19 de Mayo- La Concacaf por medio de su presidente, Joaquín Soria Terrazas, anuncia la invalidez de la selección juvenil de México para participar en el Mundial de Arabia Saudita y castiga por dos años a la selección Sub 20 además de una sanción de por vida a los dirigentes.

23 de Junio- México apela a la FIFA el castigo impuesto por Concacaf pero recibe la negativa. En una carta firmada por el entonces secretario general Joseph Blatter, se estipula la autonomía de la confederación para castigar a uno de sus miembros.

28 de junio- Una comitiva de nueve personas de la Femexfut, encabezadas por Rafael del Castillo, Guillermo Cañedo y Rafael Lebrija, llegan a Zurich para una audiencia con la FIFA buscando que se les levante el castigo.
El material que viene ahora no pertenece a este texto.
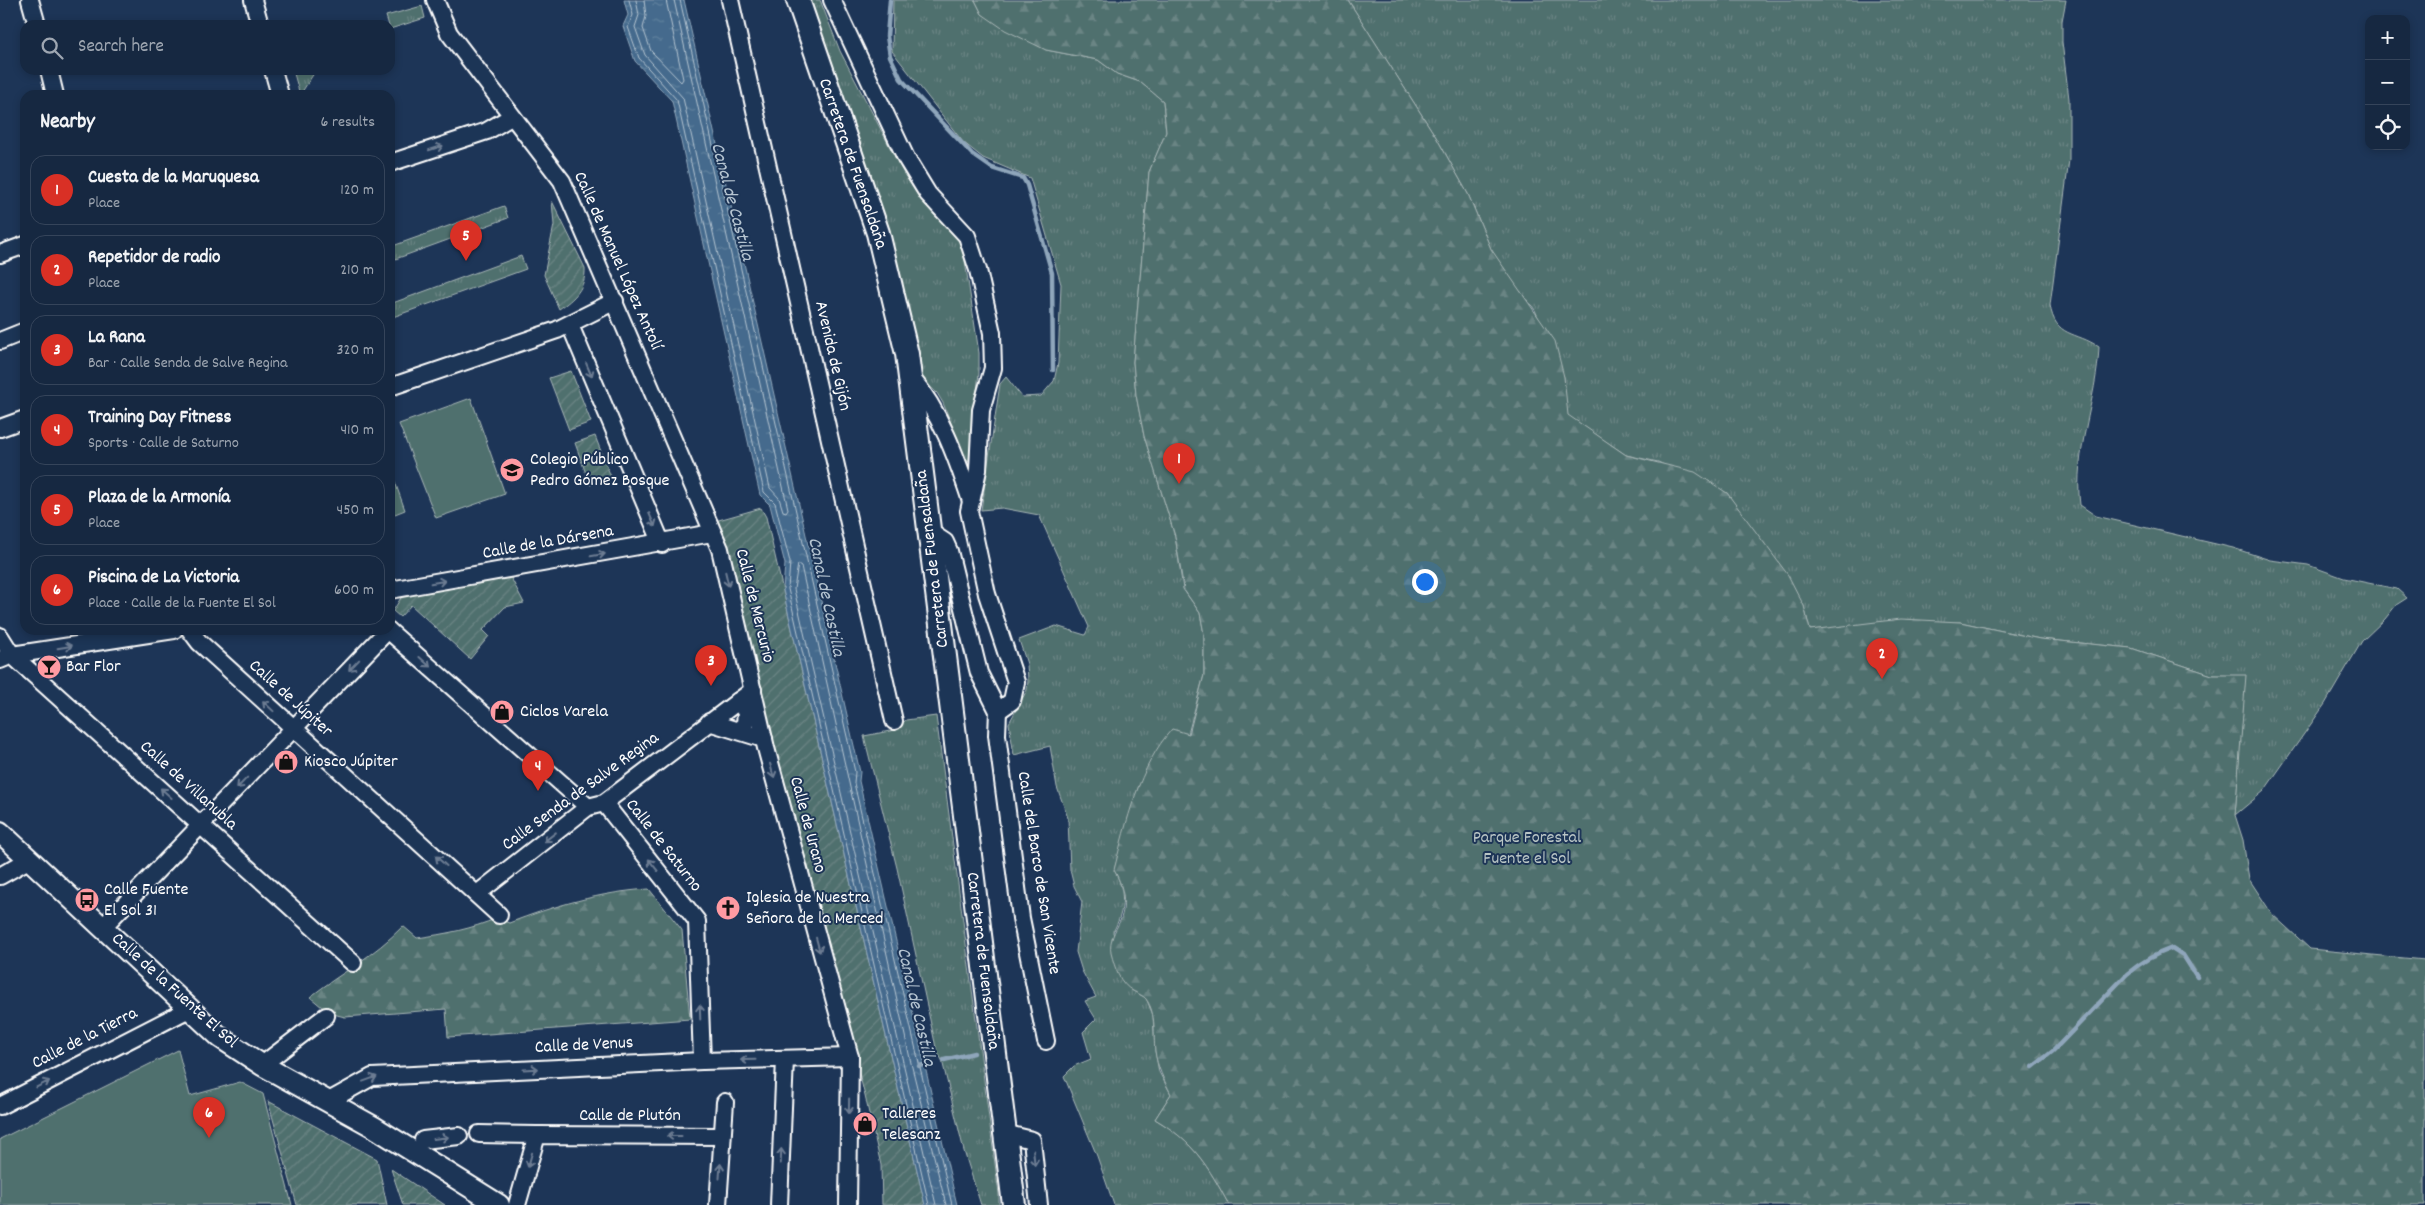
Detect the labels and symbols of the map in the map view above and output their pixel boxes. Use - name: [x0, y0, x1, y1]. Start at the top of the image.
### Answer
- street label: Carretera de Fuensaldaña: [811, 75, 893, 253]
- water label: Canal de Castilla: [702, 140, 760, 265]
- one-way arrow: [428, 143, 444, 152]
- street label: Calle de Manuel López Antolí: [566, 168, 668, 356]
- pin: 5: [450, 220, 482, 261]
- street label: Avenida de Gijón: [807, 299, 857, 413]
- one-way arrow: [584, 362, 594, 377]
- pin: 1: [1163, 443, 1195, 484]
- place label: Colegio Público Pedro Gómez Bosque: [530, 448, 670, 494]
- school or university icon: Colegio Público Pedro Gómez Bosque: [499, 457, 525, 483]
- street label: Carretera de Fuensaldaña: [910, 468, 956, 649]
- one-way arrow: [647, 512, 657, 527]
- street label: Calle de la Dársena: [481, 519, 616, 567]
- water label: Canal de Castilla: [799, 535, 851, 660]
- street label: Calle de Mercurio: [728, 546, 780, 666]
- one-way arrow: [590, 549, 606, 559]
- your location: [1412, 569, 1438, 595]
- one-way arrow: [723, 571, 732, 587]
- one-way arrow: [430, 576, 446, 586]
- pin: 2: [1866, 638, 1898, 679]
- one-way arrow: [56, 642, 72, 652]
- pin: 3: [695, 645, 727, 686]
- bar icon: Bar Flor: [36, 654, 62, 680]
- street label: Calle de Júpiter: [242, 654, 338, 744]
- place label: Bar Flor: [66, 655, 121, 680]
- one-way arrow: [418, 657, 431, 668]
- one-way arrow: [348, 659, 360, 672]
- shop icon: Ciclos Varela: [489, 699, 515, 725]
- one-way arrow: [261, 700, 274, 712]
- place label: Ciclos Varela: [520, 700, 608, 725]
- street label: Calle Senda de Salve Regina: [497, 726, 665, 857]
- street label: Calle de Villanubla: [134, 735, 243, 837]
- shop icon: Kiosco Júpiter: [273, 749, 299, 775]
- place label: Kiosco Júpiter: [304, 750, 398, 775]
- pin: 4: [522, 750, 554, 791]
- one-way arrow: [768, 763, 778, 779]
- street label: Calle del Barco de San Vicente: [1010, 770, 1066, 976]
- street label: Calle de Urano: [782, 774, 832, 876]
- one-way arrow: [236, 777, 248, 789]
- one-way arrow: [159, 787, 172, 799]
- street label: Calle de Saturno: [619, 794, 707, 898]
- park label: Parque Forestal Fuente el Sol: [1473, 826, 1582, 872]
- one-way arrow: [543, 832, 556, 843]
- one-way arrow: [434, 856, 447, 867]
- one-way arrow: [647, 859, 658, 872]
- street label: Carretera de Fuensaldaña: [959, 871, 1005, 1052]
- place label: Calle Fuente El Sol 31: [104, 878, 189, 924]
- place label: Iglesia de Nuestra Señora de la Merced: [746, 886, 884, 932]
- bus stop icon: Calle Fuente El Sol 31: [74, 887, 100, 913]
- church icon: Iglesia de Nuestra Señora de la Merced: [715, 895, 741, 921]
- street label: Calle de la Fuente El Sol: [105, 927, 243, 1055]
- one-way arrow: [814, 937, 824, 953]
- water label: Canal de Castilla: [888, 945, 942, 1070]
- street label: Calle de la Tierra: [28, 1001, 143, 1076]
- one-way arrow: [696, 1004, 705, 1020]
- street label: Calle de Venus: [534, 1031, 634, 1061]
- one-way arrow: [741, 1055, 757, 1064]
- one-way arrow: [522, 1064, 539, 1074]
- one-way arrow: [362, 1074, 377, 1083]
- one-way arrow: [36, 1079, 51, 1089]
- pin: 6: [193, 1097, 225, 1138]
- one-way arrow: [844, 1097, 854, 1113]
- place label: Talleres Telesanz: [882, 1102, 941, 1148]
- street label: Calle de Plutón: [579, 1104, 681, 1129]
- shop icon: Talleres Telesanz: [852, 1111, 878, 1137]
- one-way arrow: [666, 1131, 682, 1141]
- one-way arrow: [433, 1133, 449, 1143]
- one-way arrow: [776, 1149, 786, 1165]
- one-way arrow: [1029, 1150, 1039, 1166]
- one-way arrow: [524, 1152, 534, 1168]
- one-way arrow: [716, 1163, 725, 1179]

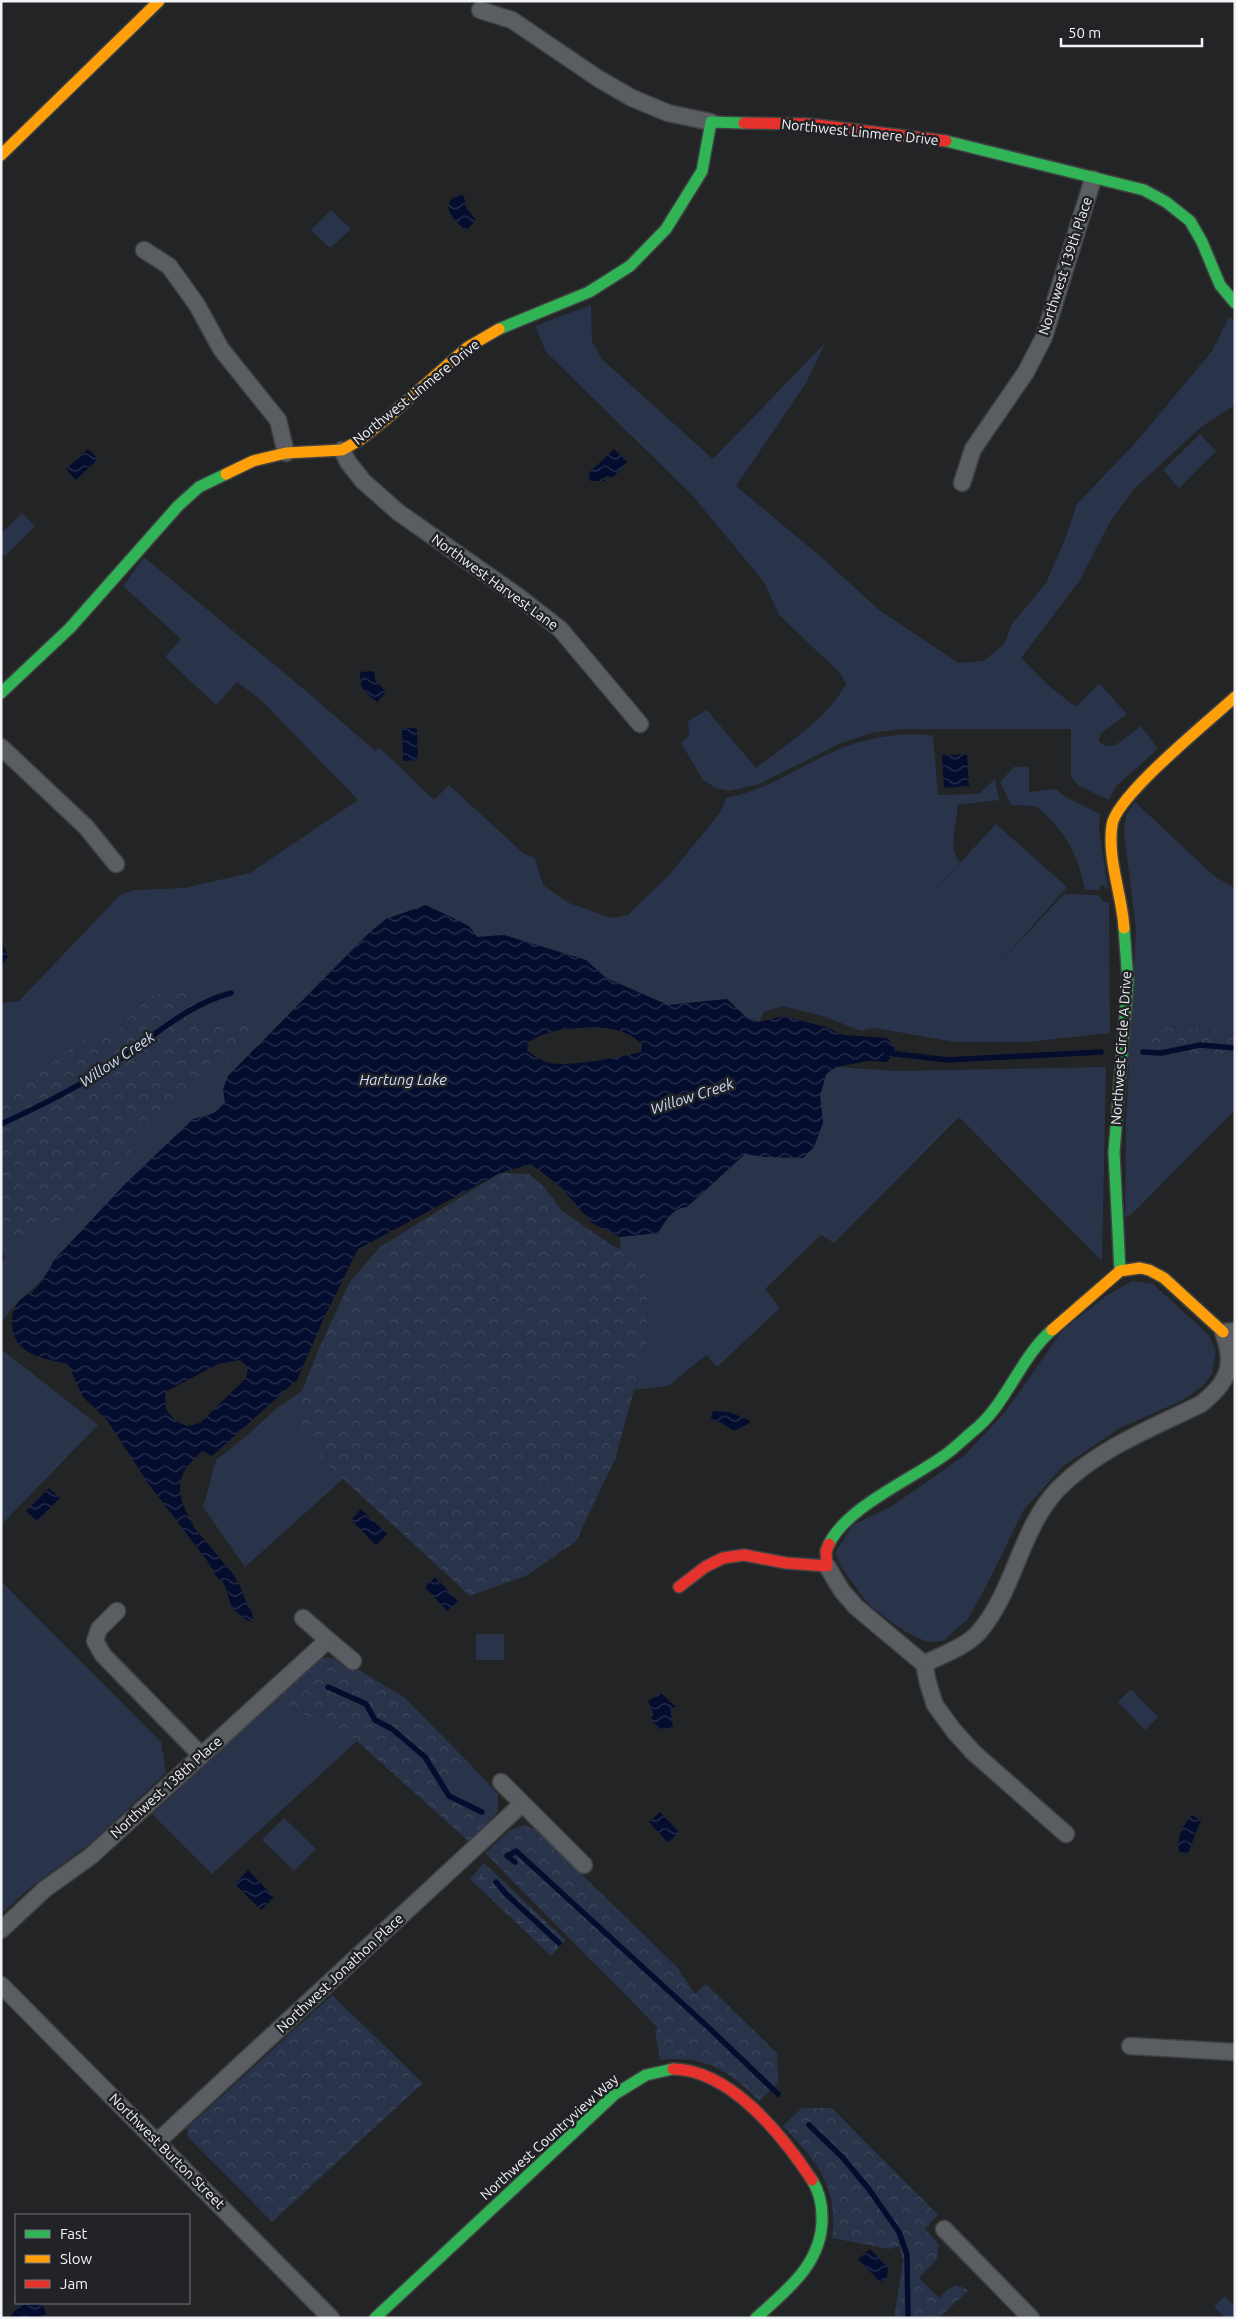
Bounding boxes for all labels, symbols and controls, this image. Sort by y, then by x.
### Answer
scale bar [1061,15,1202,47]
text: 50 m [1068,24,1101,41]
street label: Northwest Linmere Drive [781,116,939,148]
street label: Northwest 139th Place [1035,195,1095,337]
street label: Northwest Linmere Drive [350,336,482,448]
street label: Northwest Harvest Lane [429,531,561,633]
street label: Northwest Circle A Drive [1108,971,1134,1125]
water label: Willow Creek [76,1028,158,1090]
water label: Hartung Lake [359,1071,447,1088]
water label: Willow Creek [648,1074,736,1117]
street label: Northwest 138th Place [107,1733,225,1841]
street label: Northwest Jonathon Place [273,1910,407,2036]
street label: Northwest Countryview Way [477,2071,621,2203]
street label: Northwest Burton Street [106,2090,228,2212]
legend [15,2214,190,2304]
text: Fast [60,2225,88,2242]
text: Slow [60,2250,93,2267]
text: Jam [60,2275,88,2292]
30 de junio- La FIFA emite que los directivos sólo están castigados de por vida en Concacaf y pueden tomar posesión de cualquier otro cargo que no sea en esa confederación. Al mismo tiempo manifiesta una sanción por dos años a todos los equipos de futbol de México, la cual concluiría el 29 de junio de 1990. Por lo mismo, no se puede participar en los Juegos Olímpicos de Seúl 88, el Mundial juvenil de Arabia Saudita 89 y las eliminatorias para la Copa del Mundo de Italia 90.